Staff turnover at AMARILLO CENTER FOR SKILLED CARE is high. At 76%, the facility is 30 percentage points above the Texas average of 46%. Registered Nurse turnover is particularly concerning at 56%. RNs handle complex medical decisions and coordinate care — frequent RN changes can directly impact care quality. High turnover means new staff may not know residents' individual needs, medications, or preferences. It can also be disorienting for residents, especially those with dementia who rely on familiar faces. Families should ask: What is causing the turnover? What retention programs are in place? How do you ensure care continuity during staff transitions?

Was Amarillo Center For Skilled Care Ever Fined?

AMARILLO CENTER FOR SKILLED CARE has been fined $21,390 across 1 penalty action. This is below the Texas average of $33,293. While any fine indicates a compliance issue, fines under $50,000 are relatively common and typically reflect isolated problems that were subsequently corrected. Families should ask what specific issues led to these fines and confirm they've been resolved.

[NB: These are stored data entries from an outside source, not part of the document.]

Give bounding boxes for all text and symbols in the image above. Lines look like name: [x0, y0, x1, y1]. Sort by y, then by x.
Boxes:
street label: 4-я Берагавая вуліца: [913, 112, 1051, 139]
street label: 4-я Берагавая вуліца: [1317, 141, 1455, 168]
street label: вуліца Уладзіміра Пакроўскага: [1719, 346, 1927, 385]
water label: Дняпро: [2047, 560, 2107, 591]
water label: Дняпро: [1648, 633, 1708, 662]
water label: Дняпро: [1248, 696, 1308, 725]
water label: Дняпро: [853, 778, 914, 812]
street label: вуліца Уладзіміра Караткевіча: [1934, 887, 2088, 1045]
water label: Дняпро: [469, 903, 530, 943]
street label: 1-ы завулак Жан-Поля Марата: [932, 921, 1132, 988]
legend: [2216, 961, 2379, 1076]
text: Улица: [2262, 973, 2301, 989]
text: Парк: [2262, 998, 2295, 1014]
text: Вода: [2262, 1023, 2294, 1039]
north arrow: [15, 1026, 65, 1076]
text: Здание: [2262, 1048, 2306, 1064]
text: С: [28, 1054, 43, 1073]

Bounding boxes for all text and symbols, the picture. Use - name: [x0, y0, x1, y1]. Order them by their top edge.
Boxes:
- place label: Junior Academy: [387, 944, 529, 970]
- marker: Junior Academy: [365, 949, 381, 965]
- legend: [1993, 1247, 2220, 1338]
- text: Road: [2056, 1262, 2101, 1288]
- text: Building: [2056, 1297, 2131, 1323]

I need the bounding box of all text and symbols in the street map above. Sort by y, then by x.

Is Amarillo Center For Skilled Care on Any Federal Watch List?

AMARILLO CENTER FOR SKILLED CARE is not on any federal watch list. The most significant is the Special Focus Facility (SFF) program, which identifies the bottom 1% of nursing homes nationally based on persistent, serious quality problems. Not being on this list means the facility has avoided the pattern of deficiencies that triggers enhanced federal oversight. This is a positive indicator, though families should still review the facility's inspection history directly.